Von der Studentenparty bis zum virtuellen Manager-Meeting

Es werden in diesen Tagen also Elemente des digitalen Zusammenlebens geregelt, dazu gehören berechtigte Fragen, zum Beispiel, ob ein Vorgesetzter einen zwingen kann, eine bestimmte Plattform zu nutzen, nur weil sie gerade bequem daherkommt. Oder Fragen nach der Privatsphäre: Laut Nutzungsbedingungen darf Zoom erfasste Daten für gezielte Werbung nutzen; erwähnt wird dabei etwa Google Ads, nicht jedoch Facebook, das, wie Reporter der Webseite Motherboard soeben herausgefunden haben, über jede mit iOS gestartete Zoom-Session in Kenntnis gesetzt wurde. Einfach so. Zoom reagierte am Freitag auf die Enthüllung und beendete die Weitergabe bestimmter Daten an Facebook.

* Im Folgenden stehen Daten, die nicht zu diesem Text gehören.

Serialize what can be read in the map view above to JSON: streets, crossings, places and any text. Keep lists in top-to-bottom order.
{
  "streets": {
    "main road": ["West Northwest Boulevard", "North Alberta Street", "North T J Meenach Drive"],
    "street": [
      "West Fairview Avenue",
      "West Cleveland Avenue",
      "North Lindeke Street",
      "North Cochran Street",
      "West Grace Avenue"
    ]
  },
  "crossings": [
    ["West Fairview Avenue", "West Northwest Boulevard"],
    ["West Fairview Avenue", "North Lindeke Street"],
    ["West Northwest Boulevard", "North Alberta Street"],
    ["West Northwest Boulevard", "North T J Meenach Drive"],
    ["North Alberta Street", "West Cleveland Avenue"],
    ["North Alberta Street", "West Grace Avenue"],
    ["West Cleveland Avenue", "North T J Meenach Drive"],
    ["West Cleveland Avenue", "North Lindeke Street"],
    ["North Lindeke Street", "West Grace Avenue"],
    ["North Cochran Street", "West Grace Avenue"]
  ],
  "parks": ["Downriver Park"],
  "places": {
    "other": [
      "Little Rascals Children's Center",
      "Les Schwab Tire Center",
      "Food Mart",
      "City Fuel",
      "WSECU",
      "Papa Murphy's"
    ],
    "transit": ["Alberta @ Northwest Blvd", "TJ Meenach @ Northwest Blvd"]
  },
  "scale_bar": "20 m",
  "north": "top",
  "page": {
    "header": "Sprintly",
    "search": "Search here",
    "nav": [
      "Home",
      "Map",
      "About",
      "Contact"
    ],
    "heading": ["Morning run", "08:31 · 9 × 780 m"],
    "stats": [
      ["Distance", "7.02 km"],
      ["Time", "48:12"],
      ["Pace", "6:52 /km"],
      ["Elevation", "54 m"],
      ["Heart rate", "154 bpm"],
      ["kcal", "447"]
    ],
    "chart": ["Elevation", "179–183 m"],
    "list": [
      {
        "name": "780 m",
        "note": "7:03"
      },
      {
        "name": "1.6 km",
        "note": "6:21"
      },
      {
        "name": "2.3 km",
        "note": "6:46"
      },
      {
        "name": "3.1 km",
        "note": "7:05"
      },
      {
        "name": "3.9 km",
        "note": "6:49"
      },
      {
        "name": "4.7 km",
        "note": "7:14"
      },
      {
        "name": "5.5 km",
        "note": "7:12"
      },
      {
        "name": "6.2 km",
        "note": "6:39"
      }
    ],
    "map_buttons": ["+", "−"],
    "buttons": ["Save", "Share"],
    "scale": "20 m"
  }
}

"Wir befinden uns an einem kritischen Punkt", sagte CEO Yuan schon vor ein paar Wochen, und die Mitteilung am vergangenen Freitag klingt trotz des immensen Nutzerwachstums (die Firma selbst veröffentlicht keine Zahlen, die App ist jedoch die derzeit beliebteste sowohl bei Iphone- und Android-Nutzern) eher vorsichtig: "Auch wenn die Nutzung gestiegen ist, bedeutet das nicht unbedingt, dass die Zahl der zahlenden Kunden steigen wird. Jede ungünstige Wahrnehmung, wenn es also Verzögerungen oder Unterbrechungen wegen des gestiegenen Verkehrs gibt, könnte sich negativ auf unsere Reputation auswirken und damit auf die Möglichkeit, zahlende Kunden zu behalten und zu gewinnen."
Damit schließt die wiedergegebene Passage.